The data »
□ □ □ □ □
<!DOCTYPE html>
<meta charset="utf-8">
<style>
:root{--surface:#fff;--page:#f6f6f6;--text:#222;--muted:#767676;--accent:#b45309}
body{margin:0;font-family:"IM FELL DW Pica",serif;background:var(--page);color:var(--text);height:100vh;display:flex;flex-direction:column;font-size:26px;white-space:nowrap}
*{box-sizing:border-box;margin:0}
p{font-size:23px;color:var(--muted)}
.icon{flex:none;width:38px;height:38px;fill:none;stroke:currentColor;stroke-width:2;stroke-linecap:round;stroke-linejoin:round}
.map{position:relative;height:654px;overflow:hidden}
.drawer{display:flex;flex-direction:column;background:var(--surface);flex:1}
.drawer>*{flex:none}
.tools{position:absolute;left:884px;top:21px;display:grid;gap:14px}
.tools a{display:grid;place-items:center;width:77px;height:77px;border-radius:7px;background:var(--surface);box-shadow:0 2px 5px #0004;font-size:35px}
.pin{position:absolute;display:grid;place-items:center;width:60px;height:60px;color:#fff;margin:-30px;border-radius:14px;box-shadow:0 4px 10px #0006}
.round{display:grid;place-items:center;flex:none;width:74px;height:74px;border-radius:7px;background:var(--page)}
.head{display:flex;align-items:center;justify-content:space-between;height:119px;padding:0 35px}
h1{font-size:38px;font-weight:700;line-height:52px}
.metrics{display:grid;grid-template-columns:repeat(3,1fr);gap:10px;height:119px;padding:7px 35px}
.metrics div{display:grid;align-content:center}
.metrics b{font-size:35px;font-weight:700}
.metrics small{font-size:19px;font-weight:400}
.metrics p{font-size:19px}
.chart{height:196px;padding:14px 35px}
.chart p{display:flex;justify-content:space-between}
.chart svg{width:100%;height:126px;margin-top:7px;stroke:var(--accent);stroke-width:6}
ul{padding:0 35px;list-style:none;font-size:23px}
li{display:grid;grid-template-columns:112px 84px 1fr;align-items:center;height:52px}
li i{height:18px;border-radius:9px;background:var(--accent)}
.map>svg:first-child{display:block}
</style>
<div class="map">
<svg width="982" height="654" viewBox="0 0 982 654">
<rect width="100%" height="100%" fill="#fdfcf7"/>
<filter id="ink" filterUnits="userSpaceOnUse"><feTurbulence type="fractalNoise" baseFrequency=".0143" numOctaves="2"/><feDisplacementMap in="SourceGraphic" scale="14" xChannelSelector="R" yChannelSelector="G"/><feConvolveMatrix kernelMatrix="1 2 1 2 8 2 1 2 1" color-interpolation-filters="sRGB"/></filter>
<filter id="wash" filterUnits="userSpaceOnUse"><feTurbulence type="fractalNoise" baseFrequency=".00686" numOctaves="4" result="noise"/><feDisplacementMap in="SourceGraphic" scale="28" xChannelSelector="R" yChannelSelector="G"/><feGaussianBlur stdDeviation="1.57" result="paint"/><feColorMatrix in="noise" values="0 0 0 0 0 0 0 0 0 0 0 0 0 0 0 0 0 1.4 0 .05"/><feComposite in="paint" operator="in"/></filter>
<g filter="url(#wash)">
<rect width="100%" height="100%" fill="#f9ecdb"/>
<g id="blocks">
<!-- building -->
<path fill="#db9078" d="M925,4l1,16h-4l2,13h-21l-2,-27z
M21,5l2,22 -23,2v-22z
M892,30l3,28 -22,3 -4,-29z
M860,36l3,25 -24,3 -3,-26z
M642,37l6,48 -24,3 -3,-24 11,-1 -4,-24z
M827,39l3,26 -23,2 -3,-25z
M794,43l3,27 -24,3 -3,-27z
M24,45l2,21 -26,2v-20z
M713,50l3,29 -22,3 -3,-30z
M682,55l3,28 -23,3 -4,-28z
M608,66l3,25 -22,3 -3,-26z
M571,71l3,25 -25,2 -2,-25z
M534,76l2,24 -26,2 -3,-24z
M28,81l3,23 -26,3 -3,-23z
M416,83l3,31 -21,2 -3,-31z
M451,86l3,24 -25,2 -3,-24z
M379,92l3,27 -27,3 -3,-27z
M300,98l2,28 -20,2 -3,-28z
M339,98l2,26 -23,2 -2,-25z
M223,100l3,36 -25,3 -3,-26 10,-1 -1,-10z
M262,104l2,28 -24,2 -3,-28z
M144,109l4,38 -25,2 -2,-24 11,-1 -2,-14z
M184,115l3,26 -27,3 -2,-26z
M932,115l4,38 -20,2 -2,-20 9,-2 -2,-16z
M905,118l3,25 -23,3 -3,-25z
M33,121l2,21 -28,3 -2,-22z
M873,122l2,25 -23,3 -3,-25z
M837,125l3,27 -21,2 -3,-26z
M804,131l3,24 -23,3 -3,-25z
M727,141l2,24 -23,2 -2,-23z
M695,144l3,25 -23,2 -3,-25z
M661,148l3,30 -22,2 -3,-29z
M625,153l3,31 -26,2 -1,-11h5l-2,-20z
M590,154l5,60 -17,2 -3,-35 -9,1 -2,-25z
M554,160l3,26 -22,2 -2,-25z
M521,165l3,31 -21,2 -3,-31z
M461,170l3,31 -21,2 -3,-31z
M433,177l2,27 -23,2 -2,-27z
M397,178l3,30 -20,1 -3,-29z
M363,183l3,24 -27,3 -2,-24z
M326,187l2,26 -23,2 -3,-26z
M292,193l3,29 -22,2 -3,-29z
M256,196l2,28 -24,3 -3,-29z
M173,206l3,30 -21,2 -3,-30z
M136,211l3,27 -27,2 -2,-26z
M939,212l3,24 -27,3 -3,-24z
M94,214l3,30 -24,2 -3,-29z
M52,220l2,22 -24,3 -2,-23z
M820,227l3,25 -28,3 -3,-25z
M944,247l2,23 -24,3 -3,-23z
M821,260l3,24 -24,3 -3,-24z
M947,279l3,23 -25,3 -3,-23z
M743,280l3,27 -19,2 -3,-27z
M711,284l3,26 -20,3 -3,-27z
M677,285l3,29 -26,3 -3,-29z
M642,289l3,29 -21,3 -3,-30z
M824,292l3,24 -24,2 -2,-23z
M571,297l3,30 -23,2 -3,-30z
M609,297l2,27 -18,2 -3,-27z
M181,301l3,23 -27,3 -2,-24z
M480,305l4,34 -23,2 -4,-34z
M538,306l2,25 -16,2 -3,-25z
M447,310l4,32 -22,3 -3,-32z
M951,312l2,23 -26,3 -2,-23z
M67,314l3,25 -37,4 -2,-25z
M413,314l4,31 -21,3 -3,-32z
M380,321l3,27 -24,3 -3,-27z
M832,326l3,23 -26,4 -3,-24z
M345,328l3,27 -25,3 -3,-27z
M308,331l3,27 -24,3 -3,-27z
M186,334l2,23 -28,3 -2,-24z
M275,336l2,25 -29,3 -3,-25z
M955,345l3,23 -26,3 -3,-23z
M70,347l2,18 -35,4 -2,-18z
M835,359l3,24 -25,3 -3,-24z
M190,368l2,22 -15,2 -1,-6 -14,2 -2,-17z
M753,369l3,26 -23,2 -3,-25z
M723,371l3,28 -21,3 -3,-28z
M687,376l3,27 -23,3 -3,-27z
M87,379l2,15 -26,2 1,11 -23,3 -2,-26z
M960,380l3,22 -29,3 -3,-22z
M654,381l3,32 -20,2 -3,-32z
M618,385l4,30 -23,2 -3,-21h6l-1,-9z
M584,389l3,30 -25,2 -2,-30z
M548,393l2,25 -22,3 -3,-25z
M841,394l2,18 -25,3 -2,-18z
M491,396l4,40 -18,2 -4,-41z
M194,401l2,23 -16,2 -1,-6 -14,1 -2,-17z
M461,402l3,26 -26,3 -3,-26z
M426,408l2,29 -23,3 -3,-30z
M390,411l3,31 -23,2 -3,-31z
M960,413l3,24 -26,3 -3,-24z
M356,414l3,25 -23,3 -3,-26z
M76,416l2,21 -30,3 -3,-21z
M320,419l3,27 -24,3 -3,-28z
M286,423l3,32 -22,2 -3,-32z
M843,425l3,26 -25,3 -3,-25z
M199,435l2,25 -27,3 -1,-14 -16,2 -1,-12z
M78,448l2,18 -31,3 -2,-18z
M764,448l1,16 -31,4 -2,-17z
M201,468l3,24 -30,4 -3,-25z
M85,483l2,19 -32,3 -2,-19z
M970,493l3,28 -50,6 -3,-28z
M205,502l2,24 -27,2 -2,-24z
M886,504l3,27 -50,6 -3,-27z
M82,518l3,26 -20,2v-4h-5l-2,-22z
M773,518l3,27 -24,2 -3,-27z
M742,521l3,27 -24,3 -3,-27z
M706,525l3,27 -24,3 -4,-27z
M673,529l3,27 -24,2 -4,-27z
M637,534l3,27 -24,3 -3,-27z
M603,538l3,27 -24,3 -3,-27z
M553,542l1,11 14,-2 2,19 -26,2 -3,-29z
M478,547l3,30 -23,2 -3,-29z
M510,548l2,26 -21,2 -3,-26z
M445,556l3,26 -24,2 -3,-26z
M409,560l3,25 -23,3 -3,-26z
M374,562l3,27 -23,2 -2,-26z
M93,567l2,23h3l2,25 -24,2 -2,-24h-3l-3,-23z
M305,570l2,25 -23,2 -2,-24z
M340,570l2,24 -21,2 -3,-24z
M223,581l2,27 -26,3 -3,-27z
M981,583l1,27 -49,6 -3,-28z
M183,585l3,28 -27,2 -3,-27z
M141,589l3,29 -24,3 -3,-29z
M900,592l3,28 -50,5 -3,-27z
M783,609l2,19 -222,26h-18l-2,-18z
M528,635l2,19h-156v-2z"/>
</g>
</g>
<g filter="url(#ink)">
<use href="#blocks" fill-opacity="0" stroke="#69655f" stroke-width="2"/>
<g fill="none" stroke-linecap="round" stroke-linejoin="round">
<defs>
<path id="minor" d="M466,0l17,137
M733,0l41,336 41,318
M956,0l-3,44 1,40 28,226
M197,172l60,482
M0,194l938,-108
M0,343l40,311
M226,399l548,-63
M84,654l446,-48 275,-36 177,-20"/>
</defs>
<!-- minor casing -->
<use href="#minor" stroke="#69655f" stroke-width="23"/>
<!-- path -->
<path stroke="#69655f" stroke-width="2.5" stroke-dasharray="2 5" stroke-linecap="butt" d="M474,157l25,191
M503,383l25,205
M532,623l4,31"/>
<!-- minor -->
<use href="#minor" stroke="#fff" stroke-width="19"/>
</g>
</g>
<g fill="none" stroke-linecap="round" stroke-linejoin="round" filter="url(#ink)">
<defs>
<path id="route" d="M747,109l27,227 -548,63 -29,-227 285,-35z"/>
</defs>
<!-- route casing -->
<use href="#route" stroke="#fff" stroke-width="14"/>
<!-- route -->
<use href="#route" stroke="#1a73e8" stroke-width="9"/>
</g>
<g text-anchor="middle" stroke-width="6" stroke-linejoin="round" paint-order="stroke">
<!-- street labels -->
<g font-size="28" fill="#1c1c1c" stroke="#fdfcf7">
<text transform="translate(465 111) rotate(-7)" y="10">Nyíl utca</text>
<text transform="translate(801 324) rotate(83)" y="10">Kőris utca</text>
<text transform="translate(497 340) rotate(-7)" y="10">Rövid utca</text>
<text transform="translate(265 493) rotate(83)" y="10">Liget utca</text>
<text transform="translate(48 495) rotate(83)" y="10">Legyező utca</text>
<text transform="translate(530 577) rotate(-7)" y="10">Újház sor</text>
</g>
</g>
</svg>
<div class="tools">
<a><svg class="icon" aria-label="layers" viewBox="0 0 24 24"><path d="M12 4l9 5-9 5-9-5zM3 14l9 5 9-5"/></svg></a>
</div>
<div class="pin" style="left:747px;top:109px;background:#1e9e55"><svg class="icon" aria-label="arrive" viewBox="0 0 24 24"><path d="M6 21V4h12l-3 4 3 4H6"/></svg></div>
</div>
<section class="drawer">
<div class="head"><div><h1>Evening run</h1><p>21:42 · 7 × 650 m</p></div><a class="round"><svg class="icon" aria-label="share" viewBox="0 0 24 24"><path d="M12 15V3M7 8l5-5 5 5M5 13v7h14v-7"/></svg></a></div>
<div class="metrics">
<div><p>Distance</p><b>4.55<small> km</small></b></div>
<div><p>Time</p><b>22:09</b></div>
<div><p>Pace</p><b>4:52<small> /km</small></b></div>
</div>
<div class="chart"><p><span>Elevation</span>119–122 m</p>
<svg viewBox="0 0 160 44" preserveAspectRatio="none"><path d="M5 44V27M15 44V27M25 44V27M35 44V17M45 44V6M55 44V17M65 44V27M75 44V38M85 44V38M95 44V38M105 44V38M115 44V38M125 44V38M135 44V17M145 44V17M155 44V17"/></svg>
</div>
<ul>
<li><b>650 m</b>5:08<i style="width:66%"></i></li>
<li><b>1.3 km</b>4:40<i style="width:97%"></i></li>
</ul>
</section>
□ □ □ □ □
What you will do »
For each line of the material that includes the word "shadow", make a copy.

Written response »
.tools a{display:grid;place-items:center;width:77px;height:77px;border-radius:7px;background:var(--surface);box-shadow:0 2px 5px #0004;font-size:35px}
.pin{position:absolute;display:grid;place-items:center;width:60px;height:60px;color:#fff;margin:-30px;border-radius:14px;box-shadow:0 4px 10px #0006}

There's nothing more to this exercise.